By Bob Riter, Patient Advocate, Cornell Community Cancer Partnership
When I was diagnosed with stage 2 breast cancer about 27 years ago, I sought out information and support from the Ithaca Breast Cancer Alliance, and quickly found the power of connection. I became increasingly involved with the organization, eventually becoming the executive director after it had expanded its scope to serve patients with all types of cancer and changed its name to the Cancer Resource Center of the Finger Lakes.
After I retired from my role there in 2017, I have focused my advocacy on connecting cancer researchers with cancer patients and survivors. I am a graduate of the American Association for Cancer Research (AACR) Scientist↔Survivor Program, which for 27 years has helped to build lasting partnerships among the scientific and patient communities. I have also had the privilege of being involved with the Cornell Community Cancer Partnership, which focuses on connecting graduate students in the basic sciences with cancer patients and other members of the local community. And I have seen how faculty members Bob Weiss, PhD, and Claudia Fischbach, PhD, have supported and nurtured this partnership program from the very beginning.

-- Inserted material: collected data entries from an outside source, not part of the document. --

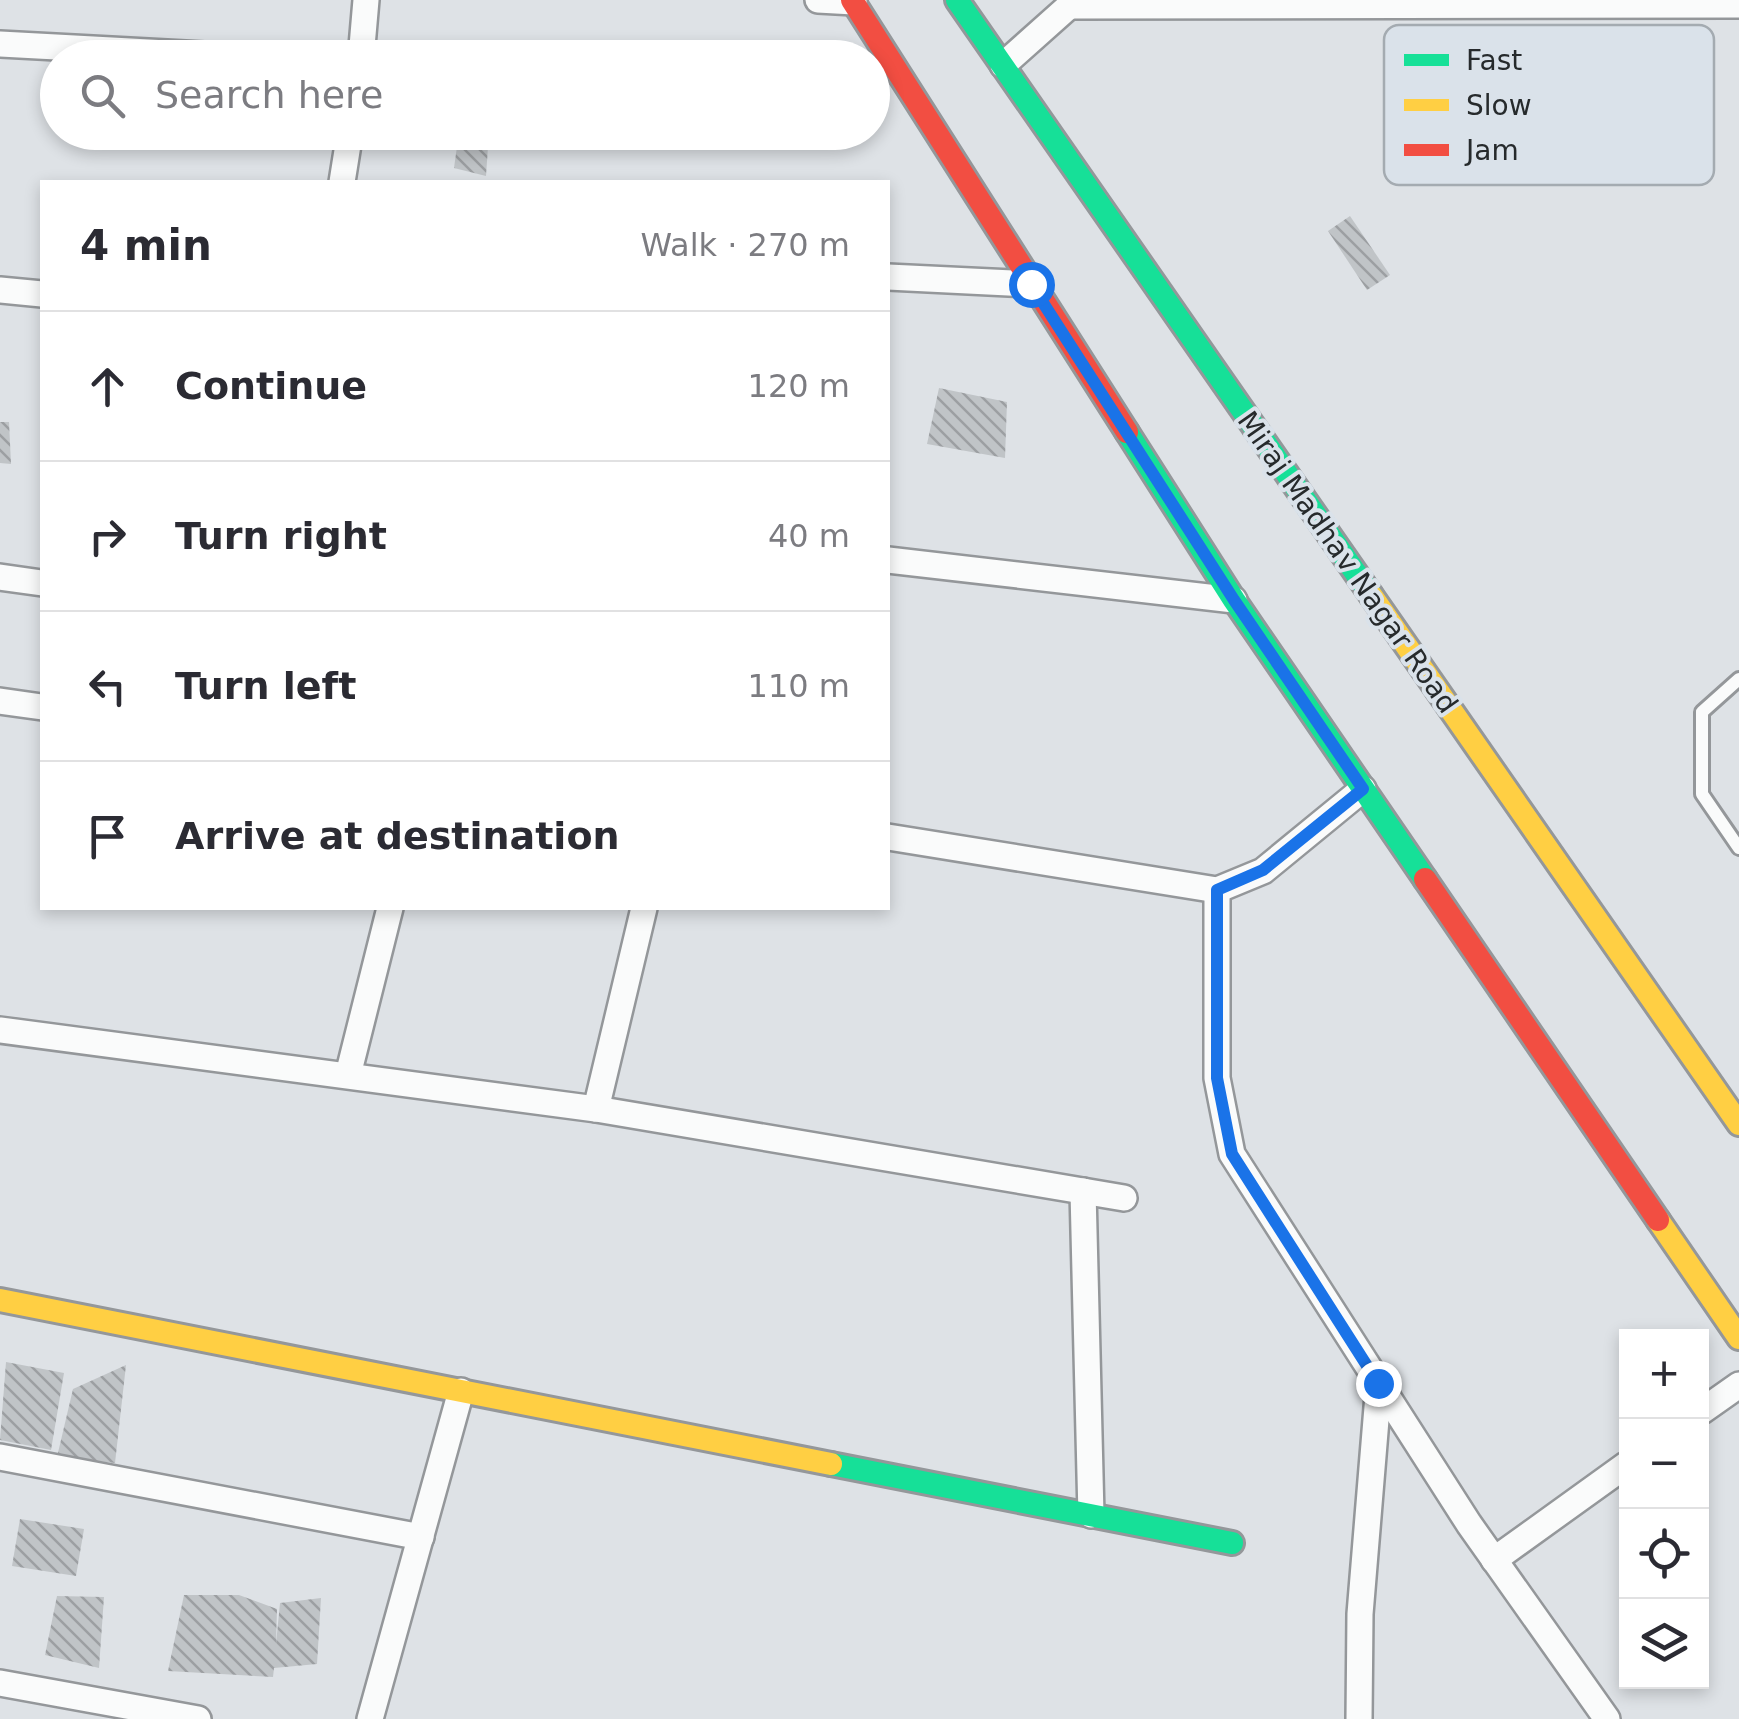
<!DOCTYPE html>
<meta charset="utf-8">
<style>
body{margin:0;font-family:"DejaVu Sans",sans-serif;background:#f7f7f7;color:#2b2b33}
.controls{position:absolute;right:30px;bottom:30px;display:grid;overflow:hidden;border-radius:0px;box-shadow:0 5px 15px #0003}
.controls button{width:90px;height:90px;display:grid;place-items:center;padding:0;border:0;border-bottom:2px solid #e1e1e2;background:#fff;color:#2b2b33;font:50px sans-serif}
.stop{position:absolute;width:30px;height:30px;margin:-22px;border:8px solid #1a73e8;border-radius:50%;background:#fff}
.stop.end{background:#1a73e8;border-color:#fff;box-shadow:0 2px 10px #0008}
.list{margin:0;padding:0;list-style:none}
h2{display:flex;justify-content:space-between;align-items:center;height:130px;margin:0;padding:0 40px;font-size:42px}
h2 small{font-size:32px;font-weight:400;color:#7c7c81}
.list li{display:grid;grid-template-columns:65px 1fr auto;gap:30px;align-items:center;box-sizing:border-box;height:150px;padding:0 40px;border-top:2px solid #e1e1e2}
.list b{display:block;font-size:38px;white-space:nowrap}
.list em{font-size:32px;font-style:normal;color:#7c7c81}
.icon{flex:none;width:55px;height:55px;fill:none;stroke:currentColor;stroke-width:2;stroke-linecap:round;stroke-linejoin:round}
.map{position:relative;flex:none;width:1739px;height:1719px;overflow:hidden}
.search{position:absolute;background:#fff;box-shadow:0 5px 15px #0003;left:40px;top:40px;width:850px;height:110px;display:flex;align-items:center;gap:25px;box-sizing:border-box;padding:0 35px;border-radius:55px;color:#7c7c81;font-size:38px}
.panel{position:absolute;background:#fff;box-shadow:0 5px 15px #0003;left:40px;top:180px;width:850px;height:730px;border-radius:0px}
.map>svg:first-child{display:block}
.building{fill:url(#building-back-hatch)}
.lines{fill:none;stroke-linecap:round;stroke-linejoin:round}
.lane-casing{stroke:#94979a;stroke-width:18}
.street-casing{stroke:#94979a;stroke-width:30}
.fast-casing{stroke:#94979a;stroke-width:28}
.slow-casing{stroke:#94979a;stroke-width:28}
.jam-casing{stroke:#94979a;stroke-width:28}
.lane{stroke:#fafbfb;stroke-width:12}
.street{stroke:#fafbfb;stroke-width:25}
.fast{stroke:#16e098;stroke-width:22}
.slow{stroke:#ffcf43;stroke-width:22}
.jam{stroke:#f24e42;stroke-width:22}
.route{stroke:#1a73e8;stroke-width:12}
.labels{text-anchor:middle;stroke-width:8;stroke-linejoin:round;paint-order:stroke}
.street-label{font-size:28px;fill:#262a2c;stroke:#dae2ea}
.key{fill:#dae2ea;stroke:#a4abb1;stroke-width:2.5}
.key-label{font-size:28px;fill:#262a2c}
</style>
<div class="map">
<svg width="1739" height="1719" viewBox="0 0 1739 1719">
<defs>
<pattern id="building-back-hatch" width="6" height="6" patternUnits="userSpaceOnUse" patternTransform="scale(2.5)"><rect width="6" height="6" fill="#c0c4c7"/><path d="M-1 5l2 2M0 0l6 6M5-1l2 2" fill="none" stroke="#9c9fa2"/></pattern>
</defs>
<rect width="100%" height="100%" fill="#dee2e6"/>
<g class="building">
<polygon points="459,132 489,132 486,176 454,168"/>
<polygon points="1350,216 1390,275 1367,290 1328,231"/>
<polygon points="939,388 1007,402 1005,458 927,444"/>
<polygon points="0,422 9,422 11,464 0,463"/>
<polygon points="6,1362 64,1373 51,1450 0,1440"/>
<polygon points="126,1365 115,1463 57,1457 73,1389"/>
<polygon points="20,1519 84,1529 76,1576 12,1566"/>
<polygon points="184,1595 239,1595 277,1609 276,1644 280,1603 321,1598 317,1664 274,1668 273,1677 168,1671"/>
<polygon points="57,1596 104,1597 99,1668 45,1655"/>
</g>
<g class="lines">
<defs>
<polyline id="lane" points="1739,679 1702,712 1702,794 1739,848"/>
<g id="street">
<polyline points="818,0 854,2"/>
<polyline points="1069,6 1739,5"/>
<polyline points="0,44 259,58"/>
<polyline points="361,58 366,0"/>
<polyline points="1003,65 1076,0"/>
<polyline points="342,182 350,132"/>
<polyline points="888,277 1031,284"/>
<polyline points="0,290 42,294"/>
<polyline points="888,560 1234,600"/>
<polyline points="0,577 42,583"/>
<polyline points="0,701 42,707"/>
<polyline points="888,837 1217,890 1263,871 1363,789"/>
<polyline points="1217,890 1217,1078 1232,1154 1469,1524 1607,1719"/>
<polyline points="0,1030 596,1109 1124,1198"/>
<polyline points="348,1075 390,908"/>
<polyline points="596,1109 644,908"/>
<polyline points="1083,1191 1091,1515"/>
<polyline points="1702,1411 1739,1385"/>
<polyline points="0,1457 421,1537"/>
<polyline points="1494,1560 1626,1465"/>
<polyline points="0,1683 198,1719"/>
<polyline points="370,1719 461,1391"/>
<polyline points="1359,1719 1360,1614 1379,1383"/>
</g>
<g id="fast">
<polyline points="957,0 1371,595"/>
<polyline points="1127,432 1234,600 1425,879"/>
<polyline points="831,1464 1232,1543"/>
</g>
<g id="slow">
<polyline points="1371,595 1739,1124"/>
<polyline points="1658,1220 1739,1338"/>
<polyline points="0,1300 831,1464"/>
</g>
<g id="jam">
<polyline points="852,0 1127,432"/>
<polyline points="1425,879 1658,1220"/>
</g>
</defs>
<use href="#lane" class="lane-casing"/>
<use href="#street" class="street-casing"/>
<use href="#fast" class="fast-casing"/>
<use href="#slow" class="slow-casing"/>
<use href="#jam" class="jam-casing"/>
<use href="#lane" class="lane"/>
<use href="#street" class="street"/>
<use href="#fast" class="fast"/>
<use href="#slow" class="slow"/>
<use href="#jam" class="jam"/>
</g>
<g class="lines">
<polyline class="route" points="1031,284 1234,600 1363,789 1263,870 1217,890 1217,1078 1232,1154 1378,1383"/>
</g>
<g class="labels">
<g class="street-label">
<text transform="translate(1348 562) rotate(55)" y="10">Miraj Madhav Nagar Road</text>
</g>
</g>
<rect x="1384" y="25" width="330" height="160" rx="15" class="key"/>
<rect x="1404" y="54" width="45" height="12" fill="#16e098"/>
<rect x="1404" y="99" width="45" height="12" fill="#ffcf43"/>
<rect x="1404" y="144" width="45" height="12" fill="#f24e42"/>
<g class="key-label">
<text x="1466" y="70">Fast</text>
<text x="1466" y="115">Slow</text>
<text x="1466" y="160">Jam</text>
</g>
</svg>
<div class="controls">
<button>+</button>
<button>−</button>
<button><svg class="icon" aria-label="locate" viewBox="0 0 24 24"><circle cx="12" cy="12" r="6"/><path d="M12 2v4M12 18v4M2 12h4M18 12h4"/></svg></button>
<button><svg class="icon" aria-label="layers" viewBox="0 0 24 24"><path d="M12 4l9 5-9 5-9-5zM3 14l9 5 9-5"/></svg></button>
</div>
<div class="stop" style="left:1031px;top:284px"></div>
<div class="stop end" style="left:1378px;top:1383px"></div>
<div class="search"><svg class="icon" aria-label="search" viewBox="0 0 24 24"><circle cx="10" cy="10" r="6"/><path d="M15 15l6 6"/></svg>Search here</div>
<section class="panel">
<h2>4 min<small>Walk · 270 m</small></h2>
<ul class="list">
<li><svg class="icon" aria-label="ahead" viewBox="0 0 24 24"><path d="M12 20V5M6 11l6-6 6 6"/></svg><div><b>Continue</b></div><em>120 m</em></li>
<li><svg class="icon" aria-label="right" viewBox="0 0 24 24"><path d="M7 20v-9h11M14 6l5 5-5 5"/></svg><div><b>Turn right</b></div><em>40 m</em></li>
<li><svg class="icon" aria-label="left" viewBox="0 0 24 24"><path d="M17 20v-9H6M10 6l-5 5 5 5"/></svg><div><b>Turn left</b></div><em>110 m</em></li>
<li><svg class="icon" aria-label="arrive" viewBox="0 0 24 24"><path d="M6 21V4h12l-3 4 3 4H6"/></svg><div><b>Arrive at destination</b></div></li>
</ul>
</section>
</div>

All of this is to say, I have firsthand experience with programs focused on connecting cancer researchers with patient advocates that are built to last. While several such programs exist—with most championed by a core of individuals who propose the idea, make connections, and organize initial activities—only some take root and become ongoing and established programs.
In addition to the AACR Scientist↔Survivor Program and the Cornell Community Cancer Partnership, other examples of lasting programs include the Georgetown Breast Cancer Advocates, an established program that connects breast cancer researchers with patient advocates, and the Congressionally Directed Medical Research Programs, which actively engage advocates (known as consumers) throughout the research review process.
For programs that fail to become established with ongoing activities, the challenge that often emerges is: How do programs continue to evolve and prosper once the founders—the champions—move on and reduce their involvement? Programs need to be able to regenerate both leadership and participants. This is especially true in academia.
It’s reasonable to think that most programs at universities go through three phases:
Emergent: The “ad hoc” events that many universities hold from time to time. These can be sessions in which cancer patients describe their experiences to young researchers, or an opportunity for students to give lab tours and explain their research. Many of these programs are initiated by students.
Established: A program that provides ongoing opportunities to connect researchers and advocates. In a university setting, new graduate students are provided the chance to engage with advocates each year. The program is in place and available when students and researchers are ready to engage. A faculty member usually serves as the point person.
Regenerative: In academia, a regeneration of new students each year is only natural. But over time, new patient advocates and new faculty members will also need to be brought into these partnership activities. This is because faculty involvement in community activities may not be rewarded in tenure and promotion decisions, so it’s an “extra” duty for faculty members to maintain, causing them to leave the program. Similarly, programs often begin with a cadre of committed patients/survivors, but their interest, availability, and health may change from year to year.
The purpose of this blog post is to encourage university programs to begin thinking about a regenerative program from early in their development.
Creating Regenerative Patient Advocate Partnership Programs
The following suggestions are based on my experiences with programs that have proven their sustainability. While the focus is on university partnerships, these principles could be applied in other settings as well.
For starters, committed students not only bring enthusiasm, but they can do much of the leg work. Alex McGregor, PhD, and Peter DelNero, PhD, MPH, were instrumental in getting the program at Cornell off the ground when they were graduate students in 2017, and they previously wrote about their experiences. That’s why it is important to provide incentives to committed students like this for taking leadership roles each year, including travel support to present their research, opportunities to select guest speakers, etc.
Also, encourage faculty members to be involved on a rotating basis for time-limited terms, e.g., two years. For junior faculty, it can be part of their professional development and (hopefully) be rewarded in tenure decisions. Similarly, engage a “lead” advocate who’s well-connected in the patient community to encourage involvement from patients and survivors on an ongoing basis. Providing a stipend would be ideal, but even offering a desk and a sense of connection can go a long way.
But engaging with just one lead advocate is not enough. Partnering with patient support organizations in the community is the easiest way to recruit and communicate with patients and survivors. It can also help with grant funding. Writing a small proposal to support a partnership may be simpler if done under the umbrella of a small nonprofit as opposed to that of a large research university.
Finally, collaborate with other universities in your area. This is a natural way to connect young cancer researchers with each other and with the local cancer community. It also provides an opportunity to share the benefits and burdens of a partnership program.
It’s wonderful that many university programs that connect cancer researchers with patient advocates are maturing to the point of needing to think about the second and third generations of leadership, researchers, and advocates. Taking relatively simple and inexpensive steps can provide the renewal needed to ensure their future.
Bob Riter is the patient advocate of the Cornell Community Cancer Partnership. Bob began his career in health services administration but became active in the cancer world after he was diagnosed with breast cancer in 1996. He was later diagnosed with prostate cancer and was found to have a CHEK2 mutation. He was previously the executive director of the Cancer Resource Center of the Finger Lakes.